Stored data
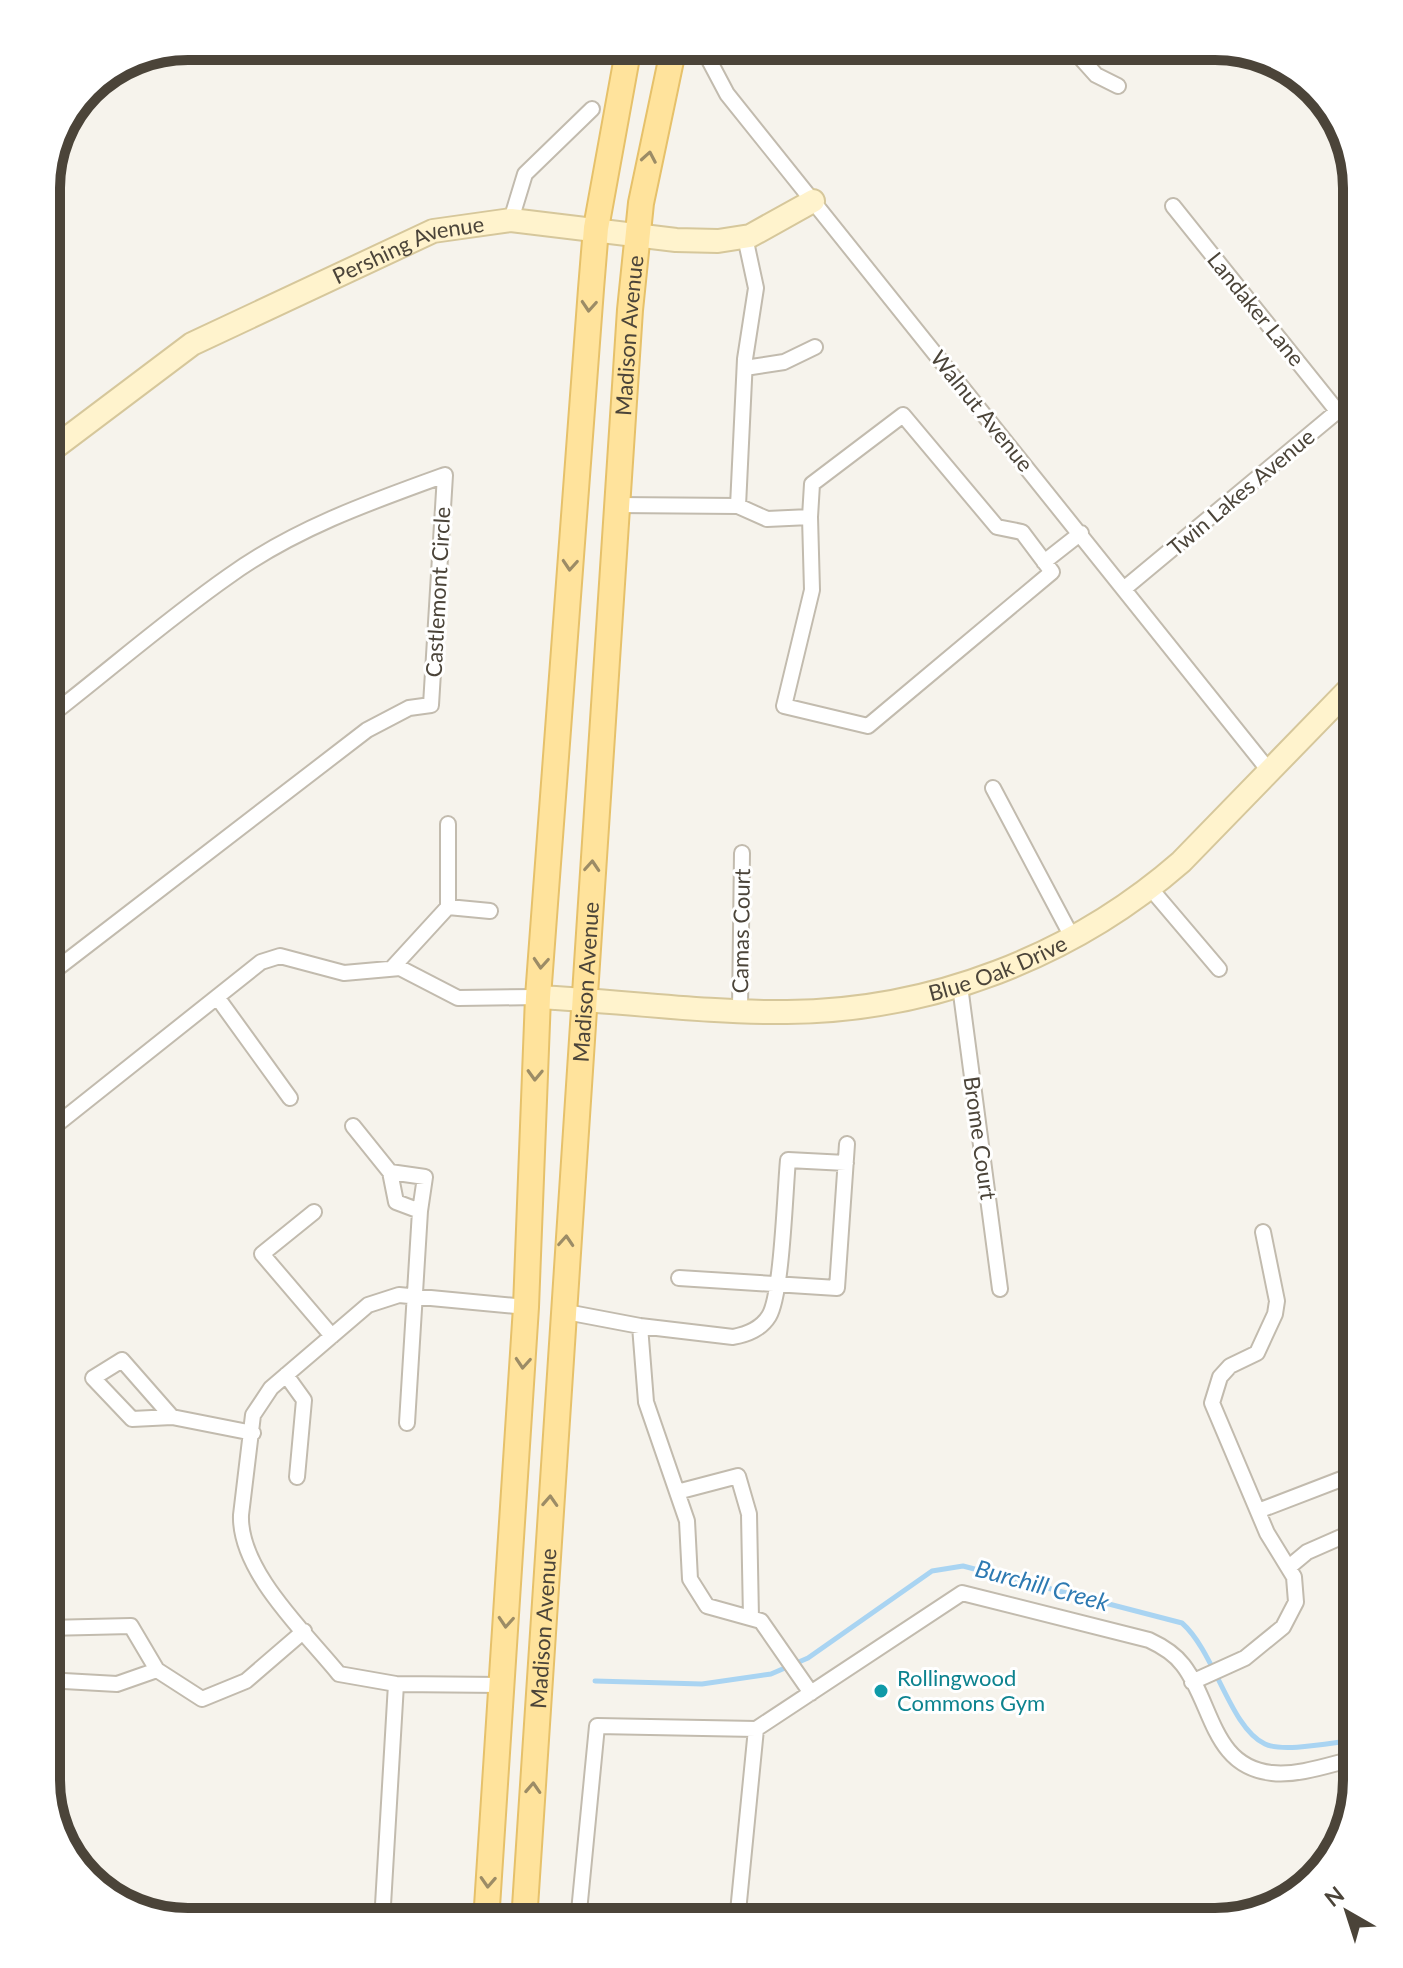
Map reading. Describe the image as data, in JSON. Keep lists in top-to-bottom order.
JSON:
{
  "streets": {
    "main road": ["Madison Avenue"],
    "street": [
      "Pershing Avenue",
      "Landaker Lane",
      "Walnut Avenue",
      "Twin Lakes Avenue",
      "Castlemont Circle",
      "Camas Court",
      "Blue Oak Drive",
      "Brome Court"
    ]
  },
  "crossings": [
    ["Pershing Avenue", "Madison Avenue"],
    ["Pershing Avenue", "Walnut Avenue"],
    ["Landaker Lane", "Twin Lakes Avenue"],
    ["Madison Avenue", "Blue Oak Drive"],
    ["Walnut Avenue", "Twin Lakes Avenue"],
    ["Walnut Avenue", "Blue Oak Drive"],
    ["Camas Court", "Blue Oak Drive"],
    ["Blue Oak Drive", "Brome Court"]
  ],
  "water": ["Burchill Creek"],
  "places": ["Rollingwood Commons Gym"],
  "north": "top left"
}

---

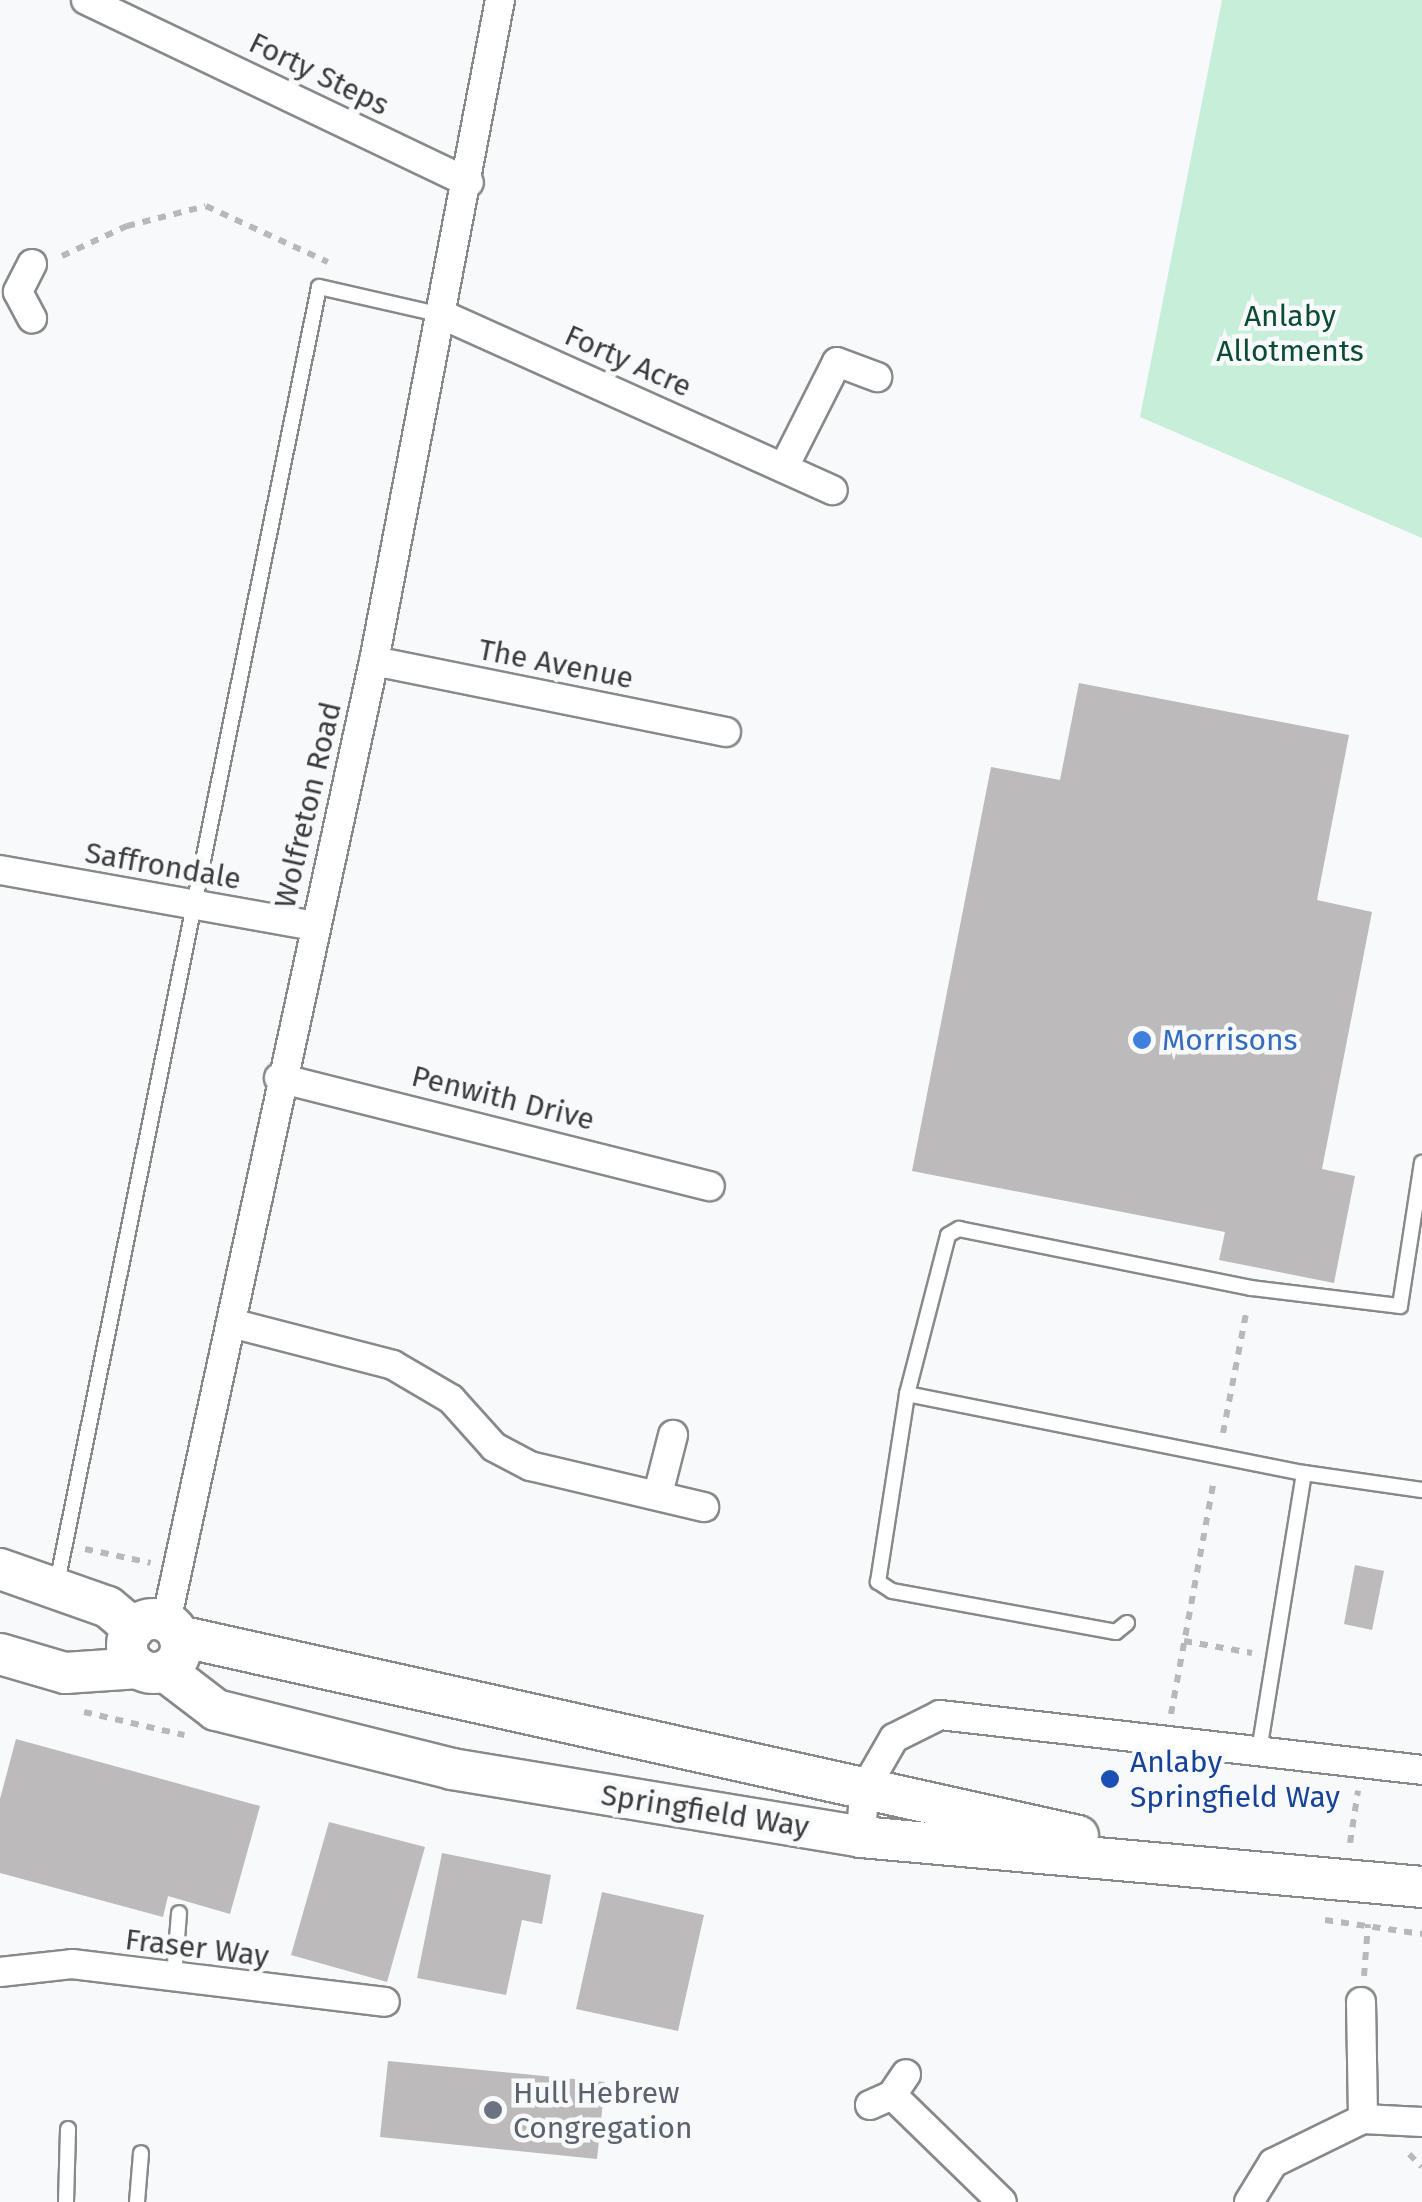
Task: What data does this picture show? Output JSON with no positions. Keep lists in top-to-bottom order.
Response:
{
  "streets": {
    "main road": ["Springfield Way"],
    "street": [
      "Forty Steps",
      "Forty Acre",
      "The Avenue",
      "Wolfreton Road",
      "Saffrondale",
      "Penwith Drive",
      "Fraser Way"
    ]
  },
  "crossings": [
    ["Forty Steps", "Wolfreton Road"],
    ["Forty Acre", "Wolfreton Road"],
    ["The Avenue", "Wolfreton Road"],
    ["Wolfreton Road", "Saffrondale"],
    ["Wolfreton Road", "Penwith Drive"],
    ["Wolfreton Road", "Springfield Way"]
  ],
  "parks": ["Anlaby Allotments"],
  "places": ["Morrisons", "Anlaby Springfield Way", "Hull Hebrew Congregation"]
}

WHAT IS REQUIRED
The string "bottom" appears on some lines of the data above; report how many such lines there are, as a bare number.

EXPECTED ANSWER
2